> _What you are asked to do_
Copy every record below, exactly as written.

> _Extracted records_
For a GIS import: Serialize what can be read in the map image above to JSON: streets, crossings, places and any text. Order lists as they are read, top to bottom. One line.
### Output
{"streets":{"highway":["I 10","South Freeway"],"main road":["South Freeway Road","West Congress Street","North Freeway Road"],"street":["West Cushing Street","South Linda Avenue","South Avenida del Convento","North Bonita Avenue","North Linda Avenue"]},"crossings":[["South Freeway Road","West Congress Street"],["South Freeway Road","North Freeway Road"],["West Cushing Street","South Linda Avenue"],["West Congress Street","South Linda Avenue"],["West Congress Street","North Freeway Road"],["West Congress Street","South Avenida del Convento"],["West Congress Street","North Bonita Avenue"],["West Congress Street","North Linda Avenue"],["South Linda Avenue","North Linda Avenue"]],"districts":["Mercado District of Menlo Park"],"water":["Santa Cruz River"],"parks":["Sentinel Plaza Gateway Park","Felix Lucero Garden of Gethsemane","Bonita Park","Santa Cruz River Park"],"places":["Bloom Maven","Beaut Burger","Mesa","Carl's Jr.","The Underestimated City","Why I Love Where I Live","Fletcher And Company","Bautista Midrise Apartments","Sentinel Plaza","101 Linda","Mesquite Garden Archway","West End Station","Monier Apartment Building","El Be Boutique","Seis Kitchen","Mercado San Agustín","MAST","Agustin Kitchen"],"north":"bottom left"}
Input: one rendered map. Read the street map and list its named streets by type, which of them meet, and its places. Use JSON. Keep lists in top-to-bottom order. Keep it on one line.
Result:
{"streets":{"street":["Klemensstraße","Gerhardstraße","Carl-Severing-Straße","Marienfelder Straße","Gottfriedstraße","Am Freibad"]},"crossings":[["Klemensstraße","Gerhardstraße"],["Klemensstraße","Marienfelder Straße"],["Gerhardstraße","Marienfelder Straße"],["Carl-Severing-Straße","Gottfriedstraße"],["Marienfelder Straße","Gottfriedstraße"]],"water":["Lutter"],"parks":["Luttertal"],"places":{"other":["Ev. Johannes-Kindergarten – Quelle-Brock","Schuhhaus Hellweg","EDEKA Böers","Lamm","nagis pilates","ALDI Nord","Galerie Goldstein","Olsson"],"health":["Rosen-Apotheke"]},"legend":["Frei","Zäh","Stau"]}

> _Reply_
For a GIS import: Serialize what can be read in the map image above to JSON: streets, crossings, places and any text. Order lists as they are read, top to bottom. One line.
### Output
{"streets":{"highway":["I 10","South Freeway"],"main road":["South Freeway Road","West Congress Street","North Freeway Road"],"street":["West Cushing Street","South Linda Avenue","South Avenida del Convento","North Bonita Avenue","North Linda Avenue"]},"crossings":[["South Freeway Road","West Congress Street"],["South Freeway Road","North Freeway Road"],["West Cushing Street","South Linda Avenue"],["West Congress Street","South Linda Avenue"],["West Congress Street","North Freeway Road"],["West Congress Street","South Avenida del Convento"],["West Congress Street","North Bonita Avenue"],["West Congress Street","North Linda Avenue"],["South Linda Avenue","North Linda Avenue"]],"districts":["Mercado District of Menlo Park"],"water":["Santa Cruz River"],"parks":["Sentinel Plaza Gateway Park","Felix Lucero Garden of Gethsemane","Bonita Park","Santa Cruz River Park"],"places":["Bloom Maven","Beaut Burger","Mesa","Carl's Jr.","The Underestimated City","Why I Love Where I Live","Fletcher And Company","Bautista Midrise Apartments","Sentinel Plaza","101 Linda","Mesquite Garden Archway","West End Station","Monier Apartment Building","El Be Boutique","Seis Kitchen","Mercado San Agustín","MAST","Agustin Kitchen"],"north":"bottom left"}
Input: one rendered map. Read the street map and list its named streets by type, which of them meet, and its places. Use JSON. Keep lists in top-to-bottom order. Keep it on one line.
Result:
{"streets":{"street":["Klemensstraße","Gerhardstraße","Carl-Severing-Straße","Marienfelder Straße","Gottfriedstraße","Am Freibad"]},"crossings":[["Klemensstraße","Gerhardstraße"],["Klemensstraße","Marienfelder Straße"],["Gerhardstraße","Marienfelder Straße"],["Carl-Severing-Straße","Gottfriedstraße"],["Marienfelder Straße","Gottfriedstraße"]],"water":["Lutter"],"parks":["Luttertal"],"places":{"other":["Ev. Johannes-Kindergarten – Quelle-Brock","Schuhhaus Hellweg","EDEKA Böers","Lamm","nagis pilates","ALDI Nord","Galerie Goldstein","Olsson"],"health":["Rosen-Apotheke"]},"legend":["Frei","Zäh","Stau"]}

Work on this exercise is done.